Stored data entries:
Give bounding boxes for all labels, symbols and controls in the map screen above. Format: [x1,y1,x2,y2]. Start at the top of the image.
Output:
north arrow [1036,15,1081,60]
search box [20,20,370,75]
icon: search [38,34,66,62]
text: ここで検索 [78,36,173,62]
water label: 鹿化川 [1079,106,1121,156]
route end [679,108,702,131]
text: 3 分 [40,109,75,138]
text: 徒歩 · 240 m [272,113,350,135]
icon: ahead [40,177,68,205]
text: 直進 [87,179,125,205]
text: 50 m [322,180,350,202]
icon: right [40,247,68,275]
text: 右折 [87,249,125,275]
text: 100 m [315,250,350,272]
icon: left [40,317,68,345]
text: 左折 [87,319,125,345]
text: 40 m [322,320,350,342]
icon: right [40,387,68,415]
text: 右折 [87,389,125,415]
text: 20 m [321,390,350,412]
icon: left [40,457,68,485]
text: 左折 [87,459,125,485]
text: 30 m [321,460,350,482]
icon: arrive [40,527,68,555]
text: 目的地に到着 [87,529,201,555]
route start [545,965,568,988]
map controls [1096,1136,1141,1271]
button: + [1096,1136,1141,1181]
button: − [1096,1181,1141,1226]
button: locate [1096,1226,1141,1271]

* **About this task**: Line by line, repeat the data exactly.

* **Answer below**:
Give bounding boxes for all labels, symbols and controls in the map screen above. Format: [x1,y1,x2,y2]. Start at the top of the image.
Output:
north arrow [1036,15,1081,60]
search box [20,20,370,75]
icon: search [38,34,66,62]
text: ここで検索 [78,36,173,62]
water label: 鹿化川 [1079,106,1121,156]
route end [679,108,702,131]
text: 3 分 [40,109,75,138]
text: 徒歩 · 240 m [272,113,350,135]
icon: ahead [40,177,68,205]
text: 直進 [87,179,125,205]
text: 50 m [322,180,350,202]
icon: right [40,247,68,275]
text: 右折 [87,249,125,275]
text: 100 m [315,250,350,272]
icon: left [40,317,68,345]
text: 左折 [87,319,125,345]
text: 40 m [322,320,350,342]
icon: right [40,387,68,415]
text: 右折 [87,389,125,415]
text: 20 m [321,390,350,412]
icon: left [40,457,68,485]
text: 左折 [87,459,125,485]
text: 30 m [321,460,350,482]
icon: arrive [40,527,68,555]
text: 目的地に到着 [87,529,201,555]
route start [545,965,568,988]
map controls [1096,1136,1141,1271]
button: + [1096,1136,1141,1181]
button: − [1096,1181,1141,1226]
button: locate [1096,1226,1141,1271]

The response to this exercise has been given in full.